Raja terkaya Indonesia, Mangkunegara VI, menolak hidup mewah dan memilih hidup sederhana untuk mencegah masyarakat miskin dan negara kebangkrutan. Meskipun memiliki kekayaan dari sistem feodalisme kerajaan dan bisnis gula, Mangkunegara VI berada di posisi sulit saat naik takhta pada 1896 karena kerajaannya terancam kebangkrutan akibat kemerosotan pendapatan bisnis gula.
Banyak bangsawan hidup mewah dan pemborosan, sehingga Mangkunegara VI melakukan terobosan dengan hidup hemat dan rela sengsara. Dia hanya menerima gaji rendah dari pemerintah kolonial dan menolak kenaikan gaji serta tunjangan.

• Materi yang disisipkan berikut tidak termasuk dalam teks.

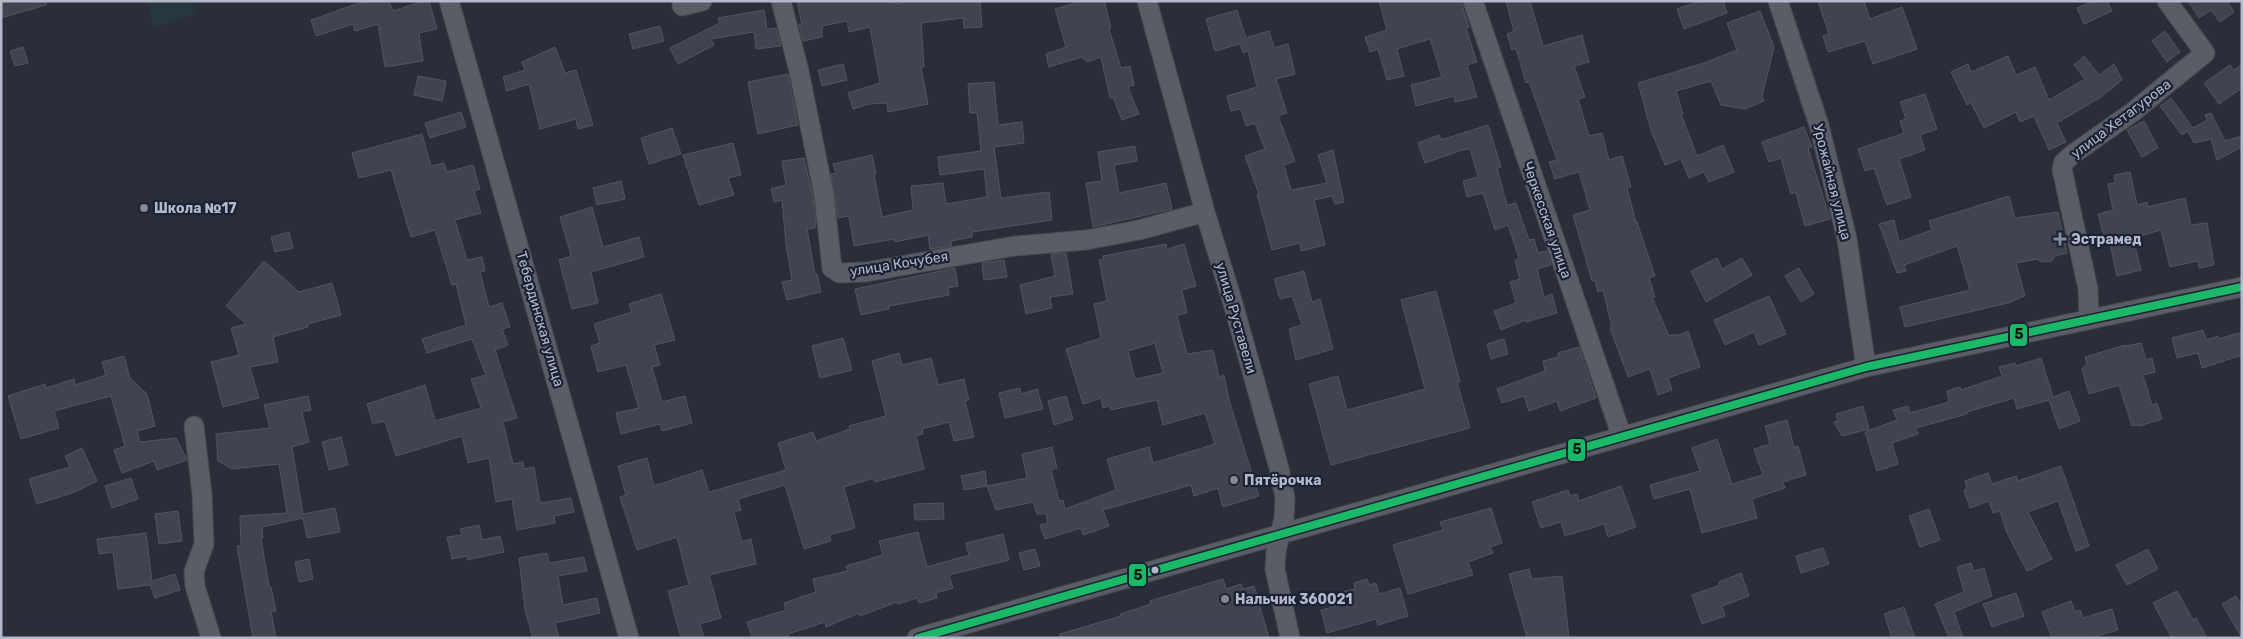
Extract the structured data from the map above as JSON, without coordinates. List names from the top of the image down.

Mangkunegara VI juga melarang keluarga hidup mewah dan memboroskan uang, mengadakan pesta mewah, serta mengurangi birokrasi yang makan biaya. Hasilnya, kas Praja Mangkunegaran meningkat dan uang digunakan untuk kepentingan rakyat, seperti beasiswa, pembangunan sekolah, infrastruktur, dan pembangunan kampung. Meskipun kebijakannya membuat masyarakat sejahtera, bangsawan tidak lagi memiliki keistimewaan, sehingga pada akhirnya, Mangkunegara VI turun takhta pada tahun 1916. Meski dicintai rakyat, kebijakan reformisnya menimbulkan ketidakpuasan di kalangan bangsawan.